Bayesian Estimation of Differential Privacy

Algorithms such as Differentially Private SGD enable training machine learning models with formal privacy guarantees. However, there is a discrepancy between the protection that such algorithms guarantee in theory and the protection they afford in practice. An emerging strand of work empirically estimates the protection afforded by differentially private training as a confidence interval for the privacy budget $\varepsilon$ spent on training a model. Existing approaches derive confidence intervals for $\varepsilon$ from confidence intervals for the false positive and false negative rates of membership inference attacks. Unfortunately, obtaining narrow high-confidence intervals for $\epsilon$ using this method requires an impractically large sample size and training as many models as samples. We propose a novel Bayesian method that greatly reduces sample size, and adapt and validate a heuristic to draw more than one sample per trained model. Our Bayesian method exploits the hypothesis testing interpretation of differential privacy to obtain a posterior for $\varepsilon$ (not just a confidence interval) from the joint posterior of the false positive and false negative rates of membership inference attacks. For the same sample size and confidence, we derive confidence intervals for $\varepsilon$ around 40% narrower than prior work. The heuristic, which we adapt from label-only DP, can be used to further reduce the number of trained models needed to get enough samples by up to 2 orders of magnitude.

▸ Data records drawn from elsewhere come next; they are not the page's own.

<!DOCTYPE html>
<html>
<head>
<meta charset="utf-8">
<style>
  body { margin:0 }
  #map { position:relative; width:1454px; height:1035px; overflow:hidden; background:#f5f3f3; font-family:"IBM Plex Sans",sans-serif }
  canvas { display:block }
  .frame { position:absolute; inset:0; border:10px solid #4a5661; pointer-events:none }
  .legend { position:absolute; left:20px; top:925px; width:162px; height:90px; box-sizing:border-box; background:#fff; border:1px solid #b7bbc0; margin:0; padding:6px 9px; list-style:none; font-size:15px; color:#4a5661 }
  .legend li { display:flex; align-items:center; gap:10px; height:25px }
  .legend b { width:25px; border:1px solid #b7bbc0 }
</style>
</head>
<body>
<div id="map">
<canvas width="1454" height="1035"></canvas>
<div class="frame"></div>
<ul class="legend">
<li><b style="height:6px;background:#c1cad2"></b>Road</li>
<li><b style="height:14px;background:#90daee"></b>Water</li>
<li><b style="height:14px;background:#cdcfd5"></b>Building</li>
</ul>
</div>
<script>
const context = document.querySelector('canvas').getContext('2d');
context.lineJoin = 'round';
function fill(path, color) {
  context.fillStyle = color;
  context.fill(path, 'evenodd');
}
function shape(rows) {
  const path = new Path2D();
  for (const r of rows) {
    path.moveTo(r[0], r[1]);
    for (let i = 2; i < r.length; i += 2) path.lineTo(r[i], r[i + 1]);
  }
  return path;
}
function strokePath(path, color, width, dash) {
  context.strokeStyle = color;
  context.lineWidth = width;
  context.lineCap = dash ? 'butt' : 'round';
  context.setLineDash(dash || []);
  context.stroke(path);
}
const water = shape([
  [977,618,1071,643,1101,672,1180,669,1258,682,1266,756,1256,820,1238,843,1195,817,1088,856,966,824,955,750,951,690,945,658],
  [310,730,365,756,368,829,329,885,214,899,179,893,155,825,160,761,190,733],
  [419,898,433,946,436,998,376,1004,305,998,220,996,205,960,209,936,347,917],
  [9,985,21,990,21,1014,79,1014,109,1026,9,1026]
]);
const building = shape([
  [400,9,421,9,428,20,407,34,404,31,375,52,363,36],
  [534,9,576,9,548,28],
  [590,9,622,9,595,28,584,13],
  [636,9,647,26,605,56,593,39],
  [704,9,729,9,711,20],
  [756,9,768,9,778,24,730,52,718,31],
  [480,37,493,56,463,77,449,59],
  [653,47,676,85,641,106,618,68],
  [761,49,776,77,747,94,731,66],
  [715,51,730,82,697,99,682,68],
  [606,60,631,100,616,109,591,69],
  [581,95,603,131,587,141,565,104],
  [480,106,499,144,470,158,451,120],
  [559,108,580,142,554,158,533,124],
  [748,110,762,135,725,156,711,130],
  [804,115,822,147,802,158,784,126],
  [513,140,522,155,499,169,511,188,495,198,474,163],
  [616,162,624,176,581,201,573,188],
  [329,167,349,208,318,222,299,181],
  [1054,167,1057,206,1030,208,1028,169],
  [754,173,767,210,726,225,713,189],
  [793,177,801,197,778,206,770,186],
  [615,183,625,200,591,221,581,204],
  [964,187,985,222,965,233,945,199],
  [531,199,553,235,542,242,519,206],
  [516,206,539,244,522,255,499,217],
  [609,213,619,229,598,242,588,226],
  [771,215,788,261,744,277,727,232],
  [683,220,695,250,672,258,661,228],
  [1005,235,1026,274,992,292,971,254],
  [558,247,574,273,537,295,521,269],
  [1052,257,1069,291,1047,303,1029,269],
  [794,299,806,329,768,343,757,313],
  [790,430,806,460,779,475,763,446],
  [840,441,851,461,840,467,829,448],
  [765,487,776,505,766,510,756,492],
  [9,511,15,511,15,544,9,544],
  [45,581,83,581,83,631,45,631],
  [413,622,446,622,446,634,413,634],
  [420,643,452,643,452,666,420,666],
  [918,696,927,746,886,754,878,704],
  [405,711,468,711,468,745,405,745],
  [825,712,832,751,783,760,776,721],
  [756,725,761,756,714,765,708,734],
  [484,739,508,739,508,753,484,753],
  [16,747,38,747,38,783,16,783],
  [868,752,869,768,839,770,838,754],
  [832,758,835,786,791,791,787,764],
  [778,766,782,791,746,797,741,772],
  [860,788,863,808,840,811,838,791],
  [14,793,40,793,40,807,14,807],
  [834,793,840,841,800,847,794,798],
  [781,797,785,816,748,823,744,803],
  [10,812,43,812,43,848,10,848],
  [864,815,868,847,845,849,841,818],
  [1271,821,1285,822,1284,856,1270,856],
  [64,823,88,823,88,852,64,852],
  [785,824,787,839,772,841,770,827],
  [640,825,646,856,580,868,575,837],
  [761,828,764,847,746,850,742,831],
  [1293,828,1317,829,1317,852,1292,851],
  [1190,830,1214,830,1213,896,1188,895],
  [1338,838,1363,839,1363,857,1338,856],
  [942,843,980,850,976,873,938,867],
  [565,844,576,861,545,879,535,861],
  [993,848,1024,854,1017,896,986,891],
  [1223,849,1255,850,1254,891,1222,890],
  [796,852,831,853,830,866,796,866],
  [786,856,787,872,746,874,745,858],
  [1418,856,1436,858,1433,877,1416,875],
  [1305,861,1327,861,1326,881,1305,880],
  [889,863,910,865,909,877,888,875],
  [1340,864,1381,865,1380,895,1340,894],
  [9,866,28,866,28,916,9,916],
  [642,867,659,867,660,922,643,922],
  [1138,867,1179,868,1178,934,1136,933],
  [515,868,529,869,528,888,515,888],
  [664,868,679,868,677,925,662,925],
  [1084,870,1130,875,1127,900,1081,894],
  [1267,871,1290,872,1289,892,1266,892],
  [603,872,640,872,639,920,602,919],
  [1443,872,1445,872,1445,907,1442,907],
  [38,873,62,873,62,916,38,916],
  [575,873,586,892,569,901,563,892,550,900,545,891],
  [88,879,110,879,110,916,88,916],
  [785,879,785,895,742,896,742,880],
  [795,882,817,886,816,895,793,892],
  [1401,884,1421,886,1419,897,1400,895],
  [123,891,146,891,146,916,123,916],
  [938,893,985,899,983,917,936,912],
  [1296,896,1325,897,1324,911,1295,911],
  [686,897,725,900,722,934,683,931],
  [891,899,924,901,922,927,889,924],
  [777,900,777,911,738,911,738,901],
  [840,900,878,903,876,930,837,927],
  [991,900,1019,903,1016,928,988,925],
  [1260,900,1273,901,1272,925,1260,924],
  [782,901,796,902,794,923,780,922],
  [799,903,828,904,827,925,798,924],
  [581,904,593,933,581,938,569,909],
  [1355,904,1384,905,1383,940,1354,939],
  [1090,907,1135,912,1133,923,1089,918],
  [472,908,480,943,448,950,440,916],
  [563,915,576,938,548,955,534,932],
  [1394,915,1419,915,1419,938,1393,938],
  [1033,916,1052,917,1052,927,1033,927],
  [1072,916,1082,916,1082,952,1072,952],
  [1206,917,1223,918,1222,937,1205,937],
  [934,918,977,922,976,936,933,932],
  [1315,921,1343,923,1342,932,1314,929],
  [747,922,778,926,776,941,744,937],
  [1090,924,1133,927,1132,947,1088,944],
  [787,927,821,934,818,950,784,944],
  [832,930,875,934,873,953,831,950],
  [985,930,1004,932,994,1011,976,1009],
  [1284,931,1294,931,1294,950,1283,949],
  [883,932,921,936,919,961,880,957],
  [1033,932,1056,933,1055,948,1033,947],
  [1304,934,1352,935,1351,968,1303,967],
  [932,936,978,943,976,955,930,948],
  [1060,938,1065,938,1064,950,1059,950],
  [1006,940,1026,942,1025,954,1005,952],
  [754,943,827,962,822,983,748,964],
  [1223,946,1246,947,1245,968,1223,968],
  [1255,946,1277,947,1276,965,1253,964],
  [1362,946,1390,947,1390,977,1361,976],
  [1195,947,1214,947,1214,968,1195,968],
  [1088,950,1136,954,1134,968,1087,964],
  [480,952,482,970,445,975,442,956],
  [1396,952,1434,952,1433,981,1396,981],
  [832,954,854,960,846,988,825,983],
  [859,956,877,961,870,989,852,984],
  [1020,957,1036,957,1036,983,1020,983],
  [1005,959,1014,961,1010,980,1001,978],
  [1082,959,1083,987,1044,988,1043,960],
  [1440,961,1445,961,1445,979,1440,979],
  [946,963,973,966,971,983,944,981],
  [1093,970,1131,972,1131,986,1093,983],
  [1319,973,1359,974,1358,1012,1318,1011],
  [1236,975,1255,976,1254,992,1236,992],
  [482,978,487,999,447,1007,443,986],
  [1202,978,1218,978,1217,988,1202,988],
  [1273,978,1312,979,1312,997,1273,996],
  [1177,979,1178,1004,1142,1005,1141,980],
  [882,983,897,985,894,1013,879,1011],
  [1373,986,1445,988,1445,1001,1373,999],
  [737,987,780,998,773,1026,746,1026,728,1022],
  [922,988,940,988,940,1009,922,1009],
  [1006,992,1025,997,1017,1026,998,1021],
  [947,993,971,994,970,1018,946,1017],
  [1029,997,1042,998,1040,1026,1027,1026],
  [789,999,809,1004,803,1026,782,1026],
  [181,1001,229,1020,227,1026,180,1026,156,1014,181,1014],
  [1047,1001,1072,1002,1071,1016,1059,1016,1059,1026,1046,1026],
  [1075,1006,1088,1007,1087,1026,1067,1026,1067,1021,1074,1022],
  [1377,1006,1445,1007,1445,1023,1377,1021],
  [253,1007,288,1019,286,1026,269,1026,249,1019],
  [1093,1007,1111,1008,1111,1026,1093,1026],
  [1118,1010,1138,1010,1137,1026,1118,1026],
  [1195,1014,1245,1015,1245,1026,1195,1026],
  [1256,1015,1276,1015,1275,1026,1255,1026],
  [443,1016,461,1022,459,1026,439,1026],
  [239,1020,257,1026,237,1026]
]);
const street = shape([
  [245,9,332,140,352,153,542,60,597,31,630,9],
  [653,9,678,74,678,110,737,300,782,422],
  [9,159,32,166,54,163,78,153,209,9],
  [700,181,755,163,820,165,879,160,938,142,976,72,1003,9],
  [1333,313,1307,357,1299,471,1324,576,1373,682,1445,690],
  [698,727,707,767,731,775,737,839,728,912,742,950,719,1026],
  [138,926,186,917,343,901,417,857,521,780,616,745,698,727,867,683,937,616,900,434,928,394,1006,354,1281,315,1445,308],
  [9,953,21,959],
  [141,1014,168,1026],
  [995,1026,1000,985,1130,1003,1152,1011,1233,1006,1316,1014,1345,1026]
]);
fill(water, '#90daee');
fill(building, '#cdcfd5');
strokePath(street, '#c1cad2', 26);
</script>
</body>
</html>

Analyzing Privacy Loss in Updates of Natural Language Models

To continuously improve quality and reflect changes in data, machine learning-based services have to regularly re-train and update their core models. In the setting of language models, we show that a comparative analysis of model snapshots before and after an update can reveal a surprising amount of detailed information about the changes in the data used for training before and after the update. We discuss the privacy implications of our findings, propose mitigation strategies and evaluate their effect.